- TASK OBJECTIVE
Output the entries below exactly, from the first line to the line holding "position:absolute; width:18px; height:18px;", both included.

(Collected data)
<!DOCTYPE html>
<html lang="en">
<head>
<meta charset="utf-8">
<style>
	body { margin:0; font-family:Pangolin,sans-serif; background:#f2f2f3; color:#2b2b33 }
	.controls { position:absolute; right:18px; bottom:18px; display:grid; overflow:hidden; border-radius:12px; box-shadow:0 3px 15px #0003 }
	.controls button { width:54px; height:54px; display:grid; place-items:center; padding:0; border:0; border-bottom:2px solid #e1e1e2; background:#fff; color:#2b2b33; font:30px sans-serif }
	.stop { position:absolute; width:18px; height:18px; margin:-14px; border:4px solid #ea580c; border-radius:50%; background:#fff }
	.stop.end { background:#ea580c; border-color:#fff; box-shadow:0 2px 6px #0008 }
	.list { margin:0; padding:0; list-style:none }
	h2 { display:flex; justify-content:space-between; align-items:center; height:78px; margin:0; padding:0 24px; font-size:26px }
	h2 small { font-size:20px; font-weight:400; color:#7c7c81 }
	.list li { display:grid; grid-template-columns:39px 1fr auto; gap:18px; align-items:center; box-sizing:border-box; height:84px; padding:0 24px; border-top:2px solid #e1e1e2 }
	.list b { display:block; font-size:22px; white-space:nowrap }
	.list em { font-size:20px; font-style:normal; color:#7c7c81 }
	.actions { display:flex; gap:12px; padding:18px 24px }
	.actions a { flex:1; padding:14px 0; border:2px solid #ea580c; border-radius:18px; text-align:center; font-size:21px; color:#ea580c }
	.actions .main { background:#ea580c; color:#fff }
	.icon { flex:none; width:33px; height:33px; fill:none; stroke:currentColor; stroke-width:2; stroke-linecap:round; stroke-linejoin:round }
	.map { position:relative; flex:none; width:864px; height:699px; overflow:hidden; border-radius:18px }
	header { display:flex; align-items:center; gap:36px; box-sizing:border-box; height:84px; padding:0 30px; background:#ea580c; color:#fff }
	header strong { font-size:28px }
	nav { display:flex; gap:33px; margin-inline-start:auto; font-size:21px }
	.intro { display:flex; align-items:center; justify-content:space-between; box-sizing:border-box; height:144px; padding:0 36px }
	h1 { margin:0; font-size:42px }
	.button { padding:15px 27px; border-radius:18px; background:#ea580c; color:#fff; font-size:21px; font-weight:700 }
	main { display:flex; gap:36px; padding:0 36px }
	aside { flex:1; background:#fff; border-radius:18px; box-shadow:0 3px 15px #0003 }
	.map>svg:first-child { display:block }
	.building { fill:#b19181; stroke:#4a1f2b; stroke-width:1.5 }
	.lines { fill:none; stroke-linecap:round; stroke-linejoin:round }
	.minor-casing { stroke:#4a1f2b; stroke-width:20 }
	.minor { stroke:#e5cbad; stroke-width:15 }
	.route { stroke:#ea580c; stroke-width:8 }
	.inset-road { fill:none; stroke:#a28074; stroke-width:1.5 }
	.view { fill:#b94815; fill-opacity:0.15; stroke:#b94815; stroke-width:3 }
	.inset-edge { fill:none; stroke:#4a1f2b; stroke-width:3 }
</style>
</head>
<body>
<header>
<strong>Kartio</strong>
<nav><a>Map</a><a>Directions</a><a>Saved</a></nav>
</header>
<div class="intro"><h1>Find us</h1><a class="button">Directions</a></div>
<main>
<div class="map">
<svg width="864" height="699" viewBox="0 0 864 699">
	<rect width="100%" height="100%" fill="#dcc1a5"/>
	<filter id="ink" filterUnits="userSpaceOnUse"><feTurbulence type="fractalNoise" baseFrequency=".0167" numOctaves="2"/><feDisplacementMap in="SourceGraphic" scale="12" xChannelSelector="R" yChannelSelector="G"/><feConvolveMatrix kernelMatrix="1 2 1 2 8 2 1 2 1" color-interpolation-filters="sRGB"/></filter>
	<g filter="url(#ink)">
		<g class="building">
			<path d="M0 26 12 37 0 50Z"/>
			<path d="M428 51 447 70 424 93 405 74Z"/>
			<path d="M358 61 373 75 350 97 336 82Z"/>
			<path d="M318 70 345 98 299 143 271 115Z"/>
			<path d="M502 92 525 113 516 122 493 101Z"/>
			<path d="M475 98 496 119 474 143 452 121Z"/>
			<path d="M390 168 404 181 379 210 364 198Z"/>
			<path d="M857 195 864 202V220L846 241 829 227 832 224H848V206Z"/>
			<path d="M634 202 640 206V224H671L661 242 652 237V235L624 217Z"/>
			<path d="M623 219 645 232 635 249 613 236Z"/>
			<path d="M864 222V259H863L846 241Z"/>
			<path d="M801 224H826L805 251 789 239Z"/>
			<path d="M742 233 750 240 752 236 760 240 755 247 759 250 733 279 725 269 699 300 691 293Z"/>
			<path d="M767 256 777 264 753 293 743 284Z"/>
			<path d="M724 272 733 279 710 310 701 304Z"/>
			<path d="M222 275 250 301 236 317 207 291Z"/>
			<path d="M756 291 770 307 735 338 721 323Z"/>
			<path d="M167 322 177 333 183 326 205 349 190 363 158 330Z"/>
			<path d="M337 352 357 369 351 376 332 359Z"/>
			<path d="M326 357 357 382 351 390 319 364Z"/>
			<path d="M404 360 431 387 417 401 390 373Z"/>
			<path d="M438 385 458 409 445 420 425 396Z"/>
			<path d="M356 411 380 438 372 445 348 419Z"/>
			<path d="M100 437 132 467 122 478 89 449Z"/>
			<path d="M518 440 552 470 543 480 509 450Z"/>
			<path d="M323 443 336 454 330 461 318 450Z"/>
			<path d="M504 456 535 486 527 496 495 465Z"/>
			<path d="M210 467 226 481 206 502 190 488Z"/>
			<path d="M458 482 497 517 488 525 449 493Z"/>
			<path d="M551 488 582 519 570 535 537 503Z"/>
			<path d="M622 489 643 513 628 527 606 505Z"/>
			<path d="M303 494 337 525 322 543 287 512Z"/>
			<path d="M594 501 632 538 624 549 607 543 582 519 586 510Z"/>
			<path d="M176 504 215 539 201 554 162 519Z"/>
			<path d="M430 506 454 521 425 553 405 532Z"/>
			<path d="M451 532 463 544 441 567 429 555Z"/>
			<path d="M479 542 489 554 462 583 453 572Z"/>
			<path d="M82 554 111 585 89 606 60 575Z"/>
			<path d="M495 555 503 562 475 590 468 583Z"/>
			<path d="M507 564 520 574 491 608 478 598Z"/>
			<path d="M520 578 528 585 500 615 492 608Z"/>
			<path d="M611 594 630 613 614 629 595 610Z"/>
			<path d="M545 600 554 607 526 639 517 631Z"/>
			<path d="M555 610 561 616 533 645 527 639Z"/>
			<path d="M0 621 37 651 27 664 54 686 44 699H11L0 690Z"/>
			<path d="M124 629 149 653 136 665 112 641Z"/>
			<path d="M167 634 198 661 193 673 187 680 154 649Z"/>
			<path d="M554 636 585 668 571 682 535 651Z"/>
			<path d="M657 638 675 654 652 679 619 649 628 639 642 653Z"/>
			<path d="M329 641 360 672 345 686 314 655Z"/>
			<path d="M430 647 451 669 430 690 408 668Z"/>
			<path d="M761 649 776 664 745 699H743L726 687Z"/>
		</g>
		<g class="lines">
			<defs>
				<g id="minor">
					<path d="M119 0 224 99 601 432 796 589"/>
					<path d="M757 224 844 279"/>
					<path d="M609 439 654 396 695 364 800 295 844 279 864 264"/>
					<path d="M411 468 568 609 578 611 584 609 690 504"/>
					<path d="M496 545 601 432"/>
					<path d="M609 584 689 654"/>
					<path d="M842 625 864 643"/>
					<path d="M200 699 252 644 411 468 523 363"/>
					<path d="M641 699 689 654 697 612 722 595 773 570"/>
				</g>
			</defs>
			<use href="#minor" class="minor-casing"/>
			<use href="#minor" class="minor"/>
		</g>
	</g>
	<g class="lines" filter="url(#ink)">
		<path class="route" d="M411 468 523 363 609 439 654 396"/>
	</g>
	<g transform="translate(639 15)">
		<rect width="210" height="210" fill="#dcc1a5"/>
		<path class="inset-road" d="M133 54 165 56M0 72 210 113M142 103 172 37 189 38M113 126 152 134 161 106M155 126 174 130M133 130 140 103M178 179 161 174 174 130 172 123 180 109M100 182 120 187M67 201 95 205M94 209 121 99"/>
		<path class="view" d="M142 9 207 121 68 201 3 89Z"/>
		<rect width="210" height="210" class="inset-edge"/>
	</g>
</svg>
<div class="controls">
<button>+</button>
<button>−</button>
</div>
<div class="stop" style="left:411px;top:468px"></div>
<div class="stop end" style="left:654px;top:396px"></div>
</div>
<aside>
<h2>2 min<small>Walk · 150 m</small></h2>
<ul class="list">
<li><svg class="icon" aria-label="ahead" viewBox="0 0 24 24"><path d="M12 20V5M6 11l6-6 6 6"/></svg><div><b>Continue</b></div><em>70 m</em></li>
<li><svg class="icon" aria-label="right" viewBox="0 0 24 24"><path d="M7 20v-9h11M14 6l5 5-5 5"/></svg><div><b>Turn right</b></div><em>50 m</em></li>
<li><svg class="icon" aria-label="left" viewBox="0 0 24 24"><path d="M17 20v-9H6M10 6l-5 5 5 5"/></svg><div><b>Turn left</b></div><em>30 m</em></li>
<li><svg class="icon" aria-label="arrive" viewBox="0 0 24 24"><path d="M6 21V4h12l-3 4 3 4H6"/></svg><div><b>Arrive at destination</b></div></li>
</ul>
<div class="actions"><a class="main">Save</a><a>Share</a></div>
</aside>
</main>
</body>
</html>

- SOLUTION TO THIS EXERCISE
<!DOCTYPE html>
<html lang="en">
<head>
<meta charset="utf-8">
<style>
	body { margin:0; font-family:Pangolin,sans-serif; background:#f2f2f3; color:#2b2b33 }
	.controls { position:absolute; right:18px; bottom:18px; display:grid; overflow:hidden; border-radius:12px; box-shadow:0 3px 15px #0003 }
	.controls button { width:54px; height:54px; display:grid; place-items:center; padding:0; border:0; border-bottom:2px solid #e1e1e2; background:#fff; color:#2b2b33; font:30px sans-serif }
	.stop { position:absolute; width:18px; height:18px; margin:-14px; border:4px solid #ea580c; border-radius:50%; background:#fff }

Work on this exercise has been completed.